What you need to do:
Reproduce precisely the lines of the listing below, starting with the line that contains "57 984 67H1010" and stopping after the line that contains "M656 451 659 304"; include nothing else.

########

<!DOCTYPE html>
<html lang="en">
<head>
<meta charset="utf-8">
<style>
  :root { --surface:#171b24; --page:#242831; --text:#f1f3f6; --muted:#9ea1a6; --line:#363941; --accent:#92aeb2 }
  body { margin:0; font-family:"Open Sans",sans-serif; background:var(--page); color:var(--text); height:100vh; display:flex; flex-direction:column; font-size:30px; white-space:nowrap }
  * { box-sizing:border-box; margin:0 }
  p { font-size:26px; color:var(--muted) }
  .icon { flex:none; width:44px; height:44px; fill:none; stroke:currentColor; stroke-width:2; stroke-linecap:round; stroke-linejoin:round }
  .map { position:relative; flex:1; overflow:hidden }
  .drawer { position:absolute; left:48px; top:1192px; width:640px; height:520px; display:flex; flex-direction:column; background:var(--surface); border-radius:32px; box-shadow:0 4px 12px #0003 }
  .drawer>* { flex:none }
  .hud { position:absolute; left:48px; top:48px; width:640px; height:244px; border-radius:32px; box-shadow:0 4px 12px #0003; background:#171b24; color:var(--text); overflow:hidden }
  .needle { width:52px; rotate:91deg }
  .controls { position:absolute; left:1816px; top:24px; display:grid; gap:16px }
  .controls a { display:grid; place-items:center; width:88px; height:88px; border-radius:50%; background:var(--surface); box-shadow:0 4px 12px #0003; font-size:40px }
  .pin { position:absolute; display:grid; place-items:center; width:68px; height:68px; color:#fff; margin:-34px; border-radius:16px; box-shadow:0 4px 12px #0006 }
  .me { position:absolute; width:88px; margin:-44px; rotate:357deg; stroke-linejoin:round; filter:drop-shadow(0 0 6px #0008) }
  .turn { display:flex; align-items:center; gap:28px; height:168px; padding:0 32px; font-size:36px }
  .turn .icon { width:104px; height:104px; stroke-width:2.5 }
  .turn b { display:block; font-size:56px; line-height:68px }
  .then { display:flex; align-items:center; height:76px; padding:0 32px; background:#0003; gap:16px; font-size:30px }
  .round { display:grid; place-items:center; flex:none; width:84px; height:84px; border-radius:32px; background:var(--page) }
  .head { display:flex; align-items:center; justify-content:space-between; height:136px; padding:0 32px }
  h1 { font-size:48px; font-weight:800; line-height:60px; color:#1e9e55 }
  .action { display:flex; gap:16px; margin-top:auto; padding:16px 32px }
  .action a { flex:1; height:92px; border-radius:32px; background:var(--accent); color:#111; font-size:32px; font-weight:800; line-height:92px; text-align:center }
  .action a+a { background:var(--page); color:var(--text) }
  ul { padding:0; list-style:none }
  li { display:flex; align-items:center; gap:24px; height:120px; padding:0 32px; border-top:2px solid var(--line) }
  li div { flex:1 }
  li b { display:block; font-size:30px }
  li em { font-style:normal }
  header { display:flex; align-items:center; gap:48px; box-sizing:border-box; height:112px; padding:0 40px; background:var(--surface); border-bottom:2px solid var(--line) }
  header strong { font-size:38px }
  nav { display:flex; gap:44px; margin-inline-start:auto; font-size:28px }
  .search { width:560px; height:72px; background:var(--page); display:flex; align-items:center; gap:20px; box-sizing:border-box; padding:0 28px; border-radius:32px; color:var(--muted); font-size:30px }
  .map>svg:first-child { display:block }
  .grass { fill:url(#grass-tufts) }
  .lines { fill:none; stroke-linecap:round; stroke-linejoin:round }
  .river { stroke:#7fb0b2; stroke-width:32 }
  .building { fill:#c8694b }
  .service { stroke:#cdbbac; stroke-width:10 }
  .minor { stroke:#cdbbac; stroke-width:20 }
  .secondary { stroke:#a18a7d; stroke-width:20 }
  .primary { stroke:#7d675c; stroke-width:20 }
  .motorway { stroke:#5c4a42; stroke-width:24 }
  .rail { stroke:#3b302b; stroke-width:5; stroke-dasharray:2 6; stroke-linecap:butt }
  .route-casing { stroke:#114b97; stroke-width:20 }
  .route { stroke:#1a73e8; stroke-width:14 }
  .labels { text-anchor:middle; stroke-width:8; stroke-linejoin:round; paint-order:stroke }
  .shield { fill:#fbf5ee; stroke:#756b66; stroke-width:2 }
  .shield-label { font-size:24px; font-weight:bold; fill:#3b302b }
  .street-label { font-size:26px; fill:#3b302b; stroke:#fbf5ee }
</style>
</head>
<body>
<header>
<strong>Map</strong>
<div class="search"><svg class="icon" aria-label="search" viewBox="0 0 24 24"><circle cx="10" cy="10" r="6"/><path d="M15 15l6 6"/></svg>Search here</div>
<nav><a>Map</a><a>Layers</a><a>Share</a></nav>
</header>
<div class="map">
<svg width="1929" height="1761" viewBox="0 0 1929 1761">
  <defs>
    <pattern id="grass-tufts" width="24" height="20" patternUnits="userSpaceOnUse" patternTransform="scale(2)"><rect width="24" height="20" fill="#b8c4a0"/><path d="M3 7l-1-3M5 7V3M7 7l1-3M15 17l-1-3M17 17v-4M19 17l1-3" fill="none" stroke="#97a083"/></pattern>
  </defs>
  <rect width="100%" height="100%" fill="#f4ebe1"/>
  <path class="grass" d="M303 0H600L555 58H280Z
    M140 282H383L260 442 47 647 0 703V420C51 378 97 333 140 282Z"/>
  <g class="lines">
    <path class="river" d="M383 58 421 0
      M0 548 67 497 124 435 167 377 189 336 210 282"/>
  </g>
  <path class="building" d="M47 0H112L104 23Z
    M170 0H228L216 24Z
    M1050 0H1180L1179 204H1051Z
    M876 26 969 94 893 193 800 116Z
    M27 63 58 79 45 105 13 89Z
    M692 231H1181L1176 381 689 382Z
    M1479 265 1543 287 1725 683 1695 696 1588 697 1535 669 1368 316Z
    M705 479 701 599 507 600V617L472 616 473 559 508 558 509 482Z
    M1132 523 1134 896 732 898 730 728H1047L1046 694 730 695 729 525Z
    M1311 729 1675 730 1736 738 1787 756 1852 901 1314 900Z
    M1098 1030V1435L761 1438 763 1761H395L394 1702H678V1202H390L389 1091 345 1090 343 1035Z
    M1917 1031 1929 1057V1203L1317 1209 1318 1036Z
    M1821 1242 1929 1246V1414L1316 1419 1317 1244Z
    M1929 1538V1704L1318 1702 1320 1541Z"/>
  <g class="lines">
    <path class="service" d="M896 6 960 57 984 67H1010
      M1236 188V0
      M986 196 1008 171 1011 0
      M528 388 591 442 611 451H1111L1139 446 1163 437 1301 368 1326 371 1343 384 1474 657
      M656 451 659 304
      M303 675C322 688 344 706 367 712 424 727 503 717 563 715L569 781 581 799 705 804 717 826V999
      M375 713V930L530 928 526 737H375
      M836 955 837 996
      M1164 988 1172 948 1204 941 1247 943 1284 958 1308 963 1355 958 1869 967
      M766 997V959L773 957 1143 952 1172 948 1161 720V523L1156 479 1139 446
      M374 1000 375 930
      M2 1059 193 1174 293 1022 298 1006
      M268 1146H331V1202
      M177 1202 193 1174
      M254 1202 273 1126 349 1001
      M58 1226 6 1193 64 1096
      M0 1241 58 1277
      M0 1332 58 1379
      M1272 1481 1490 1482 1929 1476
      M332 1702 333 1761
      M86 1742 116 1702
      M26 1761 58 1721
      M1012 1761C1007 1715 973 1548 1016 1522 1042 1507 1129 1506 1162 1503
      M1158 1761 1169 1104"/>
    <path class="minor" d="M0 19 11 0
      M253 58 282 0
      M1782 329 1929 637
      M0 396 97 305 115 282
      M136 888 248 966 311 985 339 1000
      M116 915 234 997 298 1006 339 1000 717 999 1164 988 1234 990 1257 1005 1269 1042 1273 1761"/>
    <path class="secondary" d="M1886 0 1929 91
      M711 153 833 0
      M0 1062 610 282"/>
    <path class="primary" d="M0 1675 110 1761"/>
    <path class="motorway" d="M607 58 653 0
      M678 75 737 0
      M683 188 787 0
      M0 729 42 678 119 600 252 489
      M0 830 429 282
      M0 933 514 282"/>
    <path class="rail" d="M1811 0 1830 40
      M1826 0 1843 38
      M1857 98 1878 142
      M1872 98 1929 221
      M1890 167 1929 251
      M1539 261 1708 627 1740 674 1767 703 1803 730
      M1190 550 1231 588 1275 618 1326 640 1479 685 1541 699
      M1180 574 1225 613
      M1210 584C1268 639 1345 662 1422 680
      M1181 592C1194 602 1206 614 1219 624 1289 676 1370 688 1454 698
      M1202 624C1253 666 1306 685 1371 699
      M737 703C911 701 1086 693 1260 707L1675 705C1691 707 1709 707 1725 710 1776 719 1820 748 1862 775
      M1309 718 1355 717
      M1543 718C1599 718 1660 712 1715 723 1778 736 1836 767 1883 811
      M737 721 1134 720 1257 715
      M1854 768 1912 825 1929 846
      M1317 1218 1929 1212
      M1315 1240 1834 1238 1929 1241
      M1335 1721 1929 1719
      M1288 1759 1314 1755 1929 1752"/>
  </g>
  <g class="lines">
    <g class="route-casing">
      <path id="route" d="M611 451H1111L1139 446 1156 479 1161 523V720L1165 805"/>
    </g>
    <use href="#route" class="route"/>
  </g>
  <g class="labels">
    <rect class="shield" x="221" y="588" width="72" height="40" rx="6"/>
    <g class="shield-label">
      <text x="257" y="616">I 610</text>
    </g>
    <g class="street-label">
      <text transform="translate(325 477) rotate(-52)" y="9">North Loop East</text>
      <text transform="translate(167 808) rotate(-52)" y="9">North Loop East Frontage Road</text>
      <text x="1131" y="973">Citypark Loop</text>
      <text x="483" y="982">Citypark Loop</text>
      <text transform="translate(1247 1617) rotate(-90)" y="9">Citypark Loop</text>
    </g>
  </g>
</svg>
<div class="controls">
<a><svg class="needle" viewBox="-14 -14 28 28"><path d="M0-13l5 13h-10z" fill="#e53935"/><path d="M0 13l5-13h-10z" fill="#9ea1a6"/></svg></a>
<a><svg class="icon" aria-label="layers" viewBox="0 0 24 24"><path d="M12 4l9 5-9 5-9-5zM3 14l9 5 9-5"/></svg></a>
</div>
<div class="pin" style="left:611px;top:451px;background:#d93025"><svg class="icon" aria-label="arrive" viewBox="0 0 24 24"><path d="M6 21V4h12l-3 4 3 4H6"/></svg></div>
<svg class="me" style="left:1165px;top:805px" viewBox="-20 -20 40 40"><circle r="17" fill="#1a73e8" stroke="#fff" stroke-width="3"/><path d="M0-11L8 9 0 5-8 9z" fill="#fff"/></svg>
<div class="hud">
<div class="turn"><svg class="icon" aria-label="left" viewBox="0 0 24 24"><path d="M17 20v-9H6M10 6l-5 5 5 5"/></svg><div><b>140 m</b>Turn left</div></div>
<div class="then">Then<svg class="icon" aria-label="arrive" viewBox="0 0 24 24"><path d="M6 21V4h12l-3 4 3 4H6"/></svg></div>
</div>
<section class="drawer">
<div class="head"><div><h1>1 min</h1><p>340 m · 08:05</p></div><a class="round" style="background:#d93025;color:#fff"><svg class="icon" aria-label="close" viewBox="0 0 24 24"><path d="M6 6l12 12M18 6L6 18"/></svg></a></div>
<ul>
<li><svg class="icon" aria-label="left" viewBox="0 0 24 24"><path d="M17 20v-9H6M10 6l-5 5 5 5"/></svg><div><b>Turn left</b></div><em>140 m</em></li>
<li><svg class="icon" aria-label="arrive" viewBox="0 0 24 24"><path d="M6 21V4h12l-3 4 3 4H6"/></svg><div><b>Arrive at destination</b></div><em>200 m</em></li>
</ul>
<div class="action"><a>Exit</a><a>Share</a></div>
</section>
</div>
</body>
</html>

########

Output of the task:
    <path class="service" d="M896 6 960 57 984 67H1010
      M1236 188V0
      M986 196 1008 171 1011 0
      M528 388 591 442 611 451H1111L1139 446 1163 437 1301 368 1326 371 1343 384 1474 657
      M656 451 659 304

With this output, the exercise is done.